I've always bought commercial (e.g. Dell) but have become pretty disenchanted with the vendors. (Dell's decision not to support a v. expensive 24" monitor with a clearly defective design was the last straw... fixed with a piece of scotch tape, but they won't even tell you that. I'm freaking done with Dell).

I don't want to build myself. I could do it, but it wouldn't excite me the way it clearly excites a lot of other folks. I'll keep those hours for other things. Also, I'd rather that the one throat to choke wasn't my own :-)

In general, I only buy new systems every 4-5 years - so my style is to buy relatively high-end figuring I won't be unhappy with it quite so quickly. (Generally, that works).

I'm not a gamer at all - so graphics and display power aren't the thing. That said, I want a system that is highly responsive and won't get dated soon. My tasks: all the routine stuff plus a little: Photoshop Elements (mostly organizing, but some editing), some audio encoding, probably a few GIS projects soon (but just a little of my time), maybe some coding soon, too.

Generally, I want a fast CPU, plenty of RAM, fast storage (but don't need that much - I have a small NAS), 2 monitors for large workspace, quiet (to the extent possible), no googaas on the case... simple and clean and smaller rather than larger.

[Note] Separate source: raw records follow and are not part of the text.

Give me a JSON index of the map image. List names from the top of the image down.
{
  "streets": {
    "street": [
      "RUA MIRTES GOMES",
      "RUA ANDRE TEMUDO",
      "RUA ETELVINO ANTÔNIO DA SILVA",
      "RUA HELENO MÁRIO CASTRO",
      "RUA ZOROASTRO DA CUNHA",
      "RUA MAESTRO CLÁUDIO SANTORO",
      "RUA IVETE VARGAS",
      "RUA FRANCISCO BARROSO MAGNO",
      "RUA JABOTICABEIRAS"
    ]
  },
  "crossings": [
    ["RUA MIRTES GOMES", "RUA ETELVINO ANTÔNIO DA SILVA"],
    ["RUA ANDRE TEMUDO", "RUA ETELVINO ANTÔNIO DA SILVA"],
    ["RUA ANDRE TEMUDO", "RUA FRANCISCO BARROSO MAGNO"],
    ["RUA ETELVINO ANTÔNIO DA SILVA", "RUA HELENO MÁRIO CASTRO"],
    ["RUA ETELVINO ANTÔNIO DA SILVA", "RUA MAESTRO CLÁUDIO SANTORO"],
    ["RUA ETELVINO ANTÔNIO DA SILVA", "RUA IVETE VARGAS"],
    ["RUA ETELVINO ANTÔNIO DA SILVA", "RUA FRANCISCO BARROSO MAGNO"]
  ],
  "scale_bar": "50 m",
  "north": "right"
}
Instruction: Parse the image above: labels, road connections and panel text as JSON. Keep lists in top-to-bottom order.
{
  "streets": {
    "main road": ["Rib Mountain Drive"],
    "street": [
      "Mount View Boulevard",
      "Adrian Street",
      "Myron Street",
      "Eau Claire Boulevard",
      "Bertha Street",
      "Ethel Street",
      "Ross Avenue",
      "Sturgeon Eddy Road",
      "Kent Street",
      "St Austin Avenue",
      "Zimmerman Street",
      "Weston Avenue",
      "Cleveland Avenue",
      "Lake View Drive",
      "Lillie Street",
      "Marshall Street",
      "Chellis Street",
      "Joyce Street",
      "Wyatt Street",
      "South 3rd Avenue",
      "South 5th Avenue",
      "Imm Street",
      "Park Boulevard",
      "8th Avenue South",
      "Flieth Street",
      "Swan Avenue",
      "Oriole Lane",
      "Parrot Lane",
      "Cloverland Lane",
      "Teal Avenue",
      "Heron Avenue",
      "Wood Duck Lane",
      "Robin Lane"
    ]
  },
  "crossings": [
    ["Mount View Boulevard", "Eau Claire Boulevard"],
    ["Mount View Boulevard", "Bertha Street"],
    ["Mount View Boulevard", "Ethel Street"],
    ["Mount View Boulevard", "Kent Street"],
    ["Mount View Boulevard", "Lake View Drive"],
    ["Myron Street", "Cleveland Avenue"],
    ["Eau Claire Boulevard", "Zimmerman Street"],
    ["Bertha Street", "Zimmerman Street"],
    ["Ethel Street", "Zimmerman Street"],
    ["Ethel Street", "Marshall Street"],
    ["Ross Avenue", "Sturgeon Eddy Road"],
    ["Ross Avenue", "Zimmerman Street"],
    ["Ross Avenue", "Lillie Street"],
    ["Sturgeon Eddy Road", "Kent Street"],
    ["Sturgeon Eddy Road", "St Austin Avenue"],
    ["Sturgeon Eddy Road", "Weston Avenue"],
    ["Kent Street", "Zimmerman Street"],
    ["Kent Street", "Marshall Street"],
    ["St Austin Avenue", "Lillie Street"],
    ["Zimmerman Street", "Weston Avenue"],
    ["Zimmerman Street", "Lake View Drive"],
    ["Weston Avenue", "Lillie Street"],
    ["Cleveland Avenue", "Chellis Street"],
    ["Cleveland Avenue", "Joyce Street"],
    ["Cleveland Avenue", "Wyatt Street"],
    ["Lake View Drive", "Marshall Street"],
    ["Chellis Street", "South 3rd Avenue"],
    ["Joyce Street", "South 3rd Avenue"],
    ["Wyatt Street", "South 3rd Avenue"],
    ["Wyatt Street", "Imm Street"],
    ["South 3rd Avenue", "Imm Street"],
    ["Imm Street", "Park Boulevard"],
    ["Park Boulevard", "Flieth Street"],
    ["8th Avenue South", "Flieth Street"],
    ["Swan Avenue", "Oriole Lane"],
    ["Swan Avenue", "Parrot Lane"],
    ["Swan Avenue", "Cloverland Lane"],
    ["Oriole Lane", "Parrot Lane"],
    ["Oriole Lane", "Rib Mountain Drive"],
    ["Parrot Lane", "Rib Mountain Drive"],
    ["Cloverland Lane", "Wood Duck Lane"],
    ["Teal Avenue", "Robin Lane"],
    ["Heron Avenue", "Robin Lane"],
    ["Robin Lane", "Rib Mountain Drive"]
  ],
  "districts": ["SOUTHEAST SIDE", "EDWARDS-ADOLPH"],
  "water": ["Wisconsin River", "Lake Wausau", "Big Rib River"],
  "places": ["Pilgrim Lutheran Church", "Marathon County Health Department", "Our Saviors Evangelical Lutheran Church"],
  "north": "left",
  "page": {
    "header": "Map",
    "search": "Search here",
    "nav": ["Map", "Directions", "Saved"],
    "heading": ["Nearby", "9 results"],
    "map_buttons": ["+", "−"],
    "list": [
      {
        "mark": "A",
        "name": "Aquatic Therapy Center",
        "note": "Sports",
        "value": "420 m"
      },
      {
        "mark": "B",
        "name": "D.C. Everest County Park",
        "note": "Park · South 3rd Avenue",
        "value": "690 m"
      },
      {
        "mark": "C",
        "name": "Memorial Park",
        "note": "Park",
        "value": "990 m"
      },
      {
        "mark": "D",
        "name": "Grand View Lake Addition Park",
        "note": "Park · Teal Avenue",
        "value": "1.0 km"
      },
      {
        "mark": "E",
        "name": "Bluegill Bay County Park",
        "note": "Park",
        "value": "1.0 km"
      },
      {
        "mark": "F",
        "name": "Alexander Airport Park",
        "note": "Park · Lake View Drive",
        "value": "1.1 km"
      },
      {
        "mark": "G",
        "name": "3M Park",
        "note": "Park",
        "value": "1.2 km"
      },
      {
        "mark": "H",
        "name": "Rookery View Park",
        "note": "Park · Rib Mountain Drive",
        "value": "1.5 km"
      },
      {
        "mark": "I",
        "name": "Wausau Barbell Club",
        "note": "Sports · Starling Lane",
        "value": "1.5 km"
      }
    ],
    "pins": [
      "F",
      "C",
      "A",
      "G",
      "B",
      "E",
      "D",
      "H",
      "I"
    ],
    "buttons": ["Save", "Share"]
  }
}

Broadly, I'm looking at i7, 8Gb, SSD for boot, integrated graphics (again, no gaming)

I'm pondering whether to just go big commercial (say, HP) or with a custom builder. I've been emailing with the folks at Puget Systems. They seem decent and smartly focused to what they do. That said, there is a really significant premium to be paid.

So, questions to the crowd:
* Spend about $2k with Puget or about 1/2 that with, say HP, sac'ing USB 3, boot SSD (they don't offer it)
* Experiences with custom builders in general?
* Experiences with Puget in particular?
* Experiences with their ultra-quiet builds? Not sure I'll go that way, but tempting....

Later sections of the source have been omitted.